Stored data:
___
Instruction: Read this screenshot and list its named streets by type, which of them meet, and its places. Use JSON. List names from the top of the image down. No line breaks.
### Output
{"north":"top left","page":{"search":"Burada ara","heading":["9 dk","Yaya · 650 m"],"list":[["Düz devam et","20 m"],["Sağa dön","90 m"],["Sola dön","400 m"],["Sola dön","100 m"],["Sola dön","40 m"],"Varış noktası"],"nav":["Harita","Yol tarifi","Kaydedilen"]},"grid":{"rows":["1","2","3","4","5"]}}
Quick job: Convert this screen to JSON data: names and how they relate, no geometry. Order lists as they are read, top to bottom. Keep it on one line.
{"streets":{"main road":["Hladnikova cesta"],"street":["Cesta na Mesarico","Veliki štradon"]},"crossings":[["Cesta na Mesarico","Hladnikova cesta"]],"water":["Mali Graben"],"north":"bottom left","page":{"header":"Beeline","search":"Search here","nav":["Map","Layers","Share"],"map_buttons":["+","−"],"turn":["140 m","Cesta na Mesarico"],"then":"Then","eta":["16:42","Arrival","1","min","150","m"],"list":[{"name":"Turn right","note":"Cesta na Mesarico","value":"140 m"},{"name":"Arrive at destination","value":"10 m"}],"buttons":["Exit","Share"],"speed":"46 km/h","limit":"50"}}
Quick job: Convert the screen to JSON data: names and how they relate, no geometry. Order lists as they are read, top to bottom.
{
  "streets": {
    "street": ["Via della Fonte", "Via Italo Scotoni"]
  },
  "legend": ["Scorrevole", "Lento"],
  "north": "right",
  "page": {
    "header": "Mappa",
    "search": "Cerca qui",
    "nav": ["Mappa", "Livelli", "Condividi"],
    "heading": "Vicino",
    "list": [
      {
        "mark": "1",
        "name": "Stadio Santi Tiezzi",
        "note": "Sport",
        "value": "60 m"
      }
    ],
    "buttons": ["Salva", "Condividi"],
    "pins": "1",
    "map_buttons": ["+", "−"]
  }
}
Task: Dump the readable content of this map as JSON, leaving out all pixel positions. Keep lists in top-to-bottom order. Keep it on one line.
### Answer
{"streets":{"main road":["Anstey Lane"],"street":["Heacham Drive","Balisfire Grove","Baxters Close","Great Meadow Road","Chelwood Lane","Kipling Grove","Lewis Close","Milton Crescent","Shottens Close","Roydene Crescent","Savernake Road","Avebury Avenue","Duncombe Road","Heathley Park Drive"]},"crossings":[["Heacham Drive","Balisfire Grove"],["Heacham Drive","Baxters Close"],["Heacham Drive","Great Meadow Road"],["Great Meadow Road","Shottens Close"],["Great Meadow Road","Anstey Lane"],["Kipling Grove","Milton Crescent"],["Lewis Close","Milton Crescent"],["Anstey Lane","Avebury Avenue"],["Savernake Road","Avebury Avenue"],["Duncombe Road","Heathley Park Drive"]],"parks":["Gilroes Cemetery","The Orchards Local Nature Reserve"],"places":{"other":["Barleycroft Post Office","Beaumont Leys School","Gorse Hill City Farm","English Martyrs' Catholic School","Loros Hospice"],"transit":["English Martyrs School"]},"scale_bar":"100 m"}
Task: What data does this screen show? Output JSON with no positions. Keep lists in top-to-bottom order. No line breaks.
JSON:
___
• **EXERCISE REQUIREMENTS**:
Beginning with the first line and ending with the last, restate the data word for word.

• **YOUR SOLUTION**:
Instruction: Read this screenshot and list its named streets by type, which of them meet, and its places. Use JSON. List names from the top of the image down. No line breaks.
### Output
{"north":"top left","page":{"search":"Burada ara","heading":["9 dk","Yaya · 650 m"],"list":[["Düz devam et","20 m"],["Sağa dön","90 m"],["Sola dön","400 m"],["Sola dön","100 m"],["Sola dön","40 m"],"Varış noktası"],"nav":["Harita","Yol tarifi","Kaydedilen"]},"grid":{"rows":["1","2","3","4","5"]}}
Quick job: Convert this screen to JSON data: names and how they relate, no geometry. Order lists as they are read, top to bottom. Keep it on one line.
{"streets":{"main road":["Hladnikova cesta"],"street":["Cesta na Mesarico","Veliki štradon"]},"crossings":[["Cesta na Mesarico","Hladnikova cesta"]],"water":["Mali Graben"],"north":"bottom left","page":{"header":"Beeline","search":"Search here","nav":["Map","Layers","Share"],"map_buttons":["+","−"],"turn":["140 m","Cesta na Mesarico"],"then":"Then","eta":["16:42","Arrival","1","min","150","m"],"list":[{"name":"Turn right","note":"Cesta na Mesarico","value":"140 m"},{"name":"Arrive at destination","value":"10 m"}],"buttons":["Exit","Share"],"speed":"46 km/h","limit":"50"}}
Quick job: Convert the screen to JSON data: names and how they relate, no geometry. Order lists as they are read, top to bottom.
{
  "streets": {
    "street": ["Via della Fonte", "Via Italo Scotoni"]
  },
  "legend": ["Scorrevole", "Lento"],
  "north": "right",
  "page": {
    "header": "Mappa",
    "search": "Cerca qui",
    "nav": ["Mappa", "Livelli", "Condividi"],
    "heading": "Vicino",
    "list": [
      {
        "mark": "1",
        "name": "Stadio Santi Tiezzi",
        "note": "Sport",
        "value": "60 m"
      }
    ],
    "buttons": ["Salva", "Condividi"],
    "pins": "1",
    "map_buttons": ["+", "−"]
  }
}
Task: Dump the readable content of this map as JSON, leaving out all pixel positions. Keep lists in top-to-bottom order. Keep it on one line.
### Answer
{"streets":{"main road":["Anstey Lane"],"street":["Heacham Drive","Balisfire Grove","Baxters Close","Great Meadow Road","Chelwood Lane","Kipling Grove","Lewis Close","Milton Crescent","Shottens Close","Roydene Crescent","Savernake Road","Avebury Avenue","Duncombe Road","Heathley Park Drive"]},"crossings":[["Heacham Drive","Balisfire Grove"],["Heacham Drive","Baxters Close"],["Heacham Drive","Great Meadow Road"],["Great Meadow Road","Shottens Close"],["Great Meadow Road","Anstey Lane"],["Kipling Grove","Milton Crescent"],["Lewis Close","Milton Crescent"],["Anstey Lane","Avebury Avenue"],["Savernake Road","Avebury Avenue"],["Duncombe Road","Heathley Park Drive"]],"parks":["Gilroes Cemetery","The Orchards Local Nature Reserve"],"places":{"other":["Barleycroft Post Office","Beaumont Leys School","Gorse Hill City Farm","English Martyrs' Catholic School","Loros Hospice"],"transit":["English Martyrs School"]},"scale_bar":"100 m"}
Task: What data does this screen show? Output JSON with no positions. Keep lists in top-to-bottom order. No line breaks.
JSON:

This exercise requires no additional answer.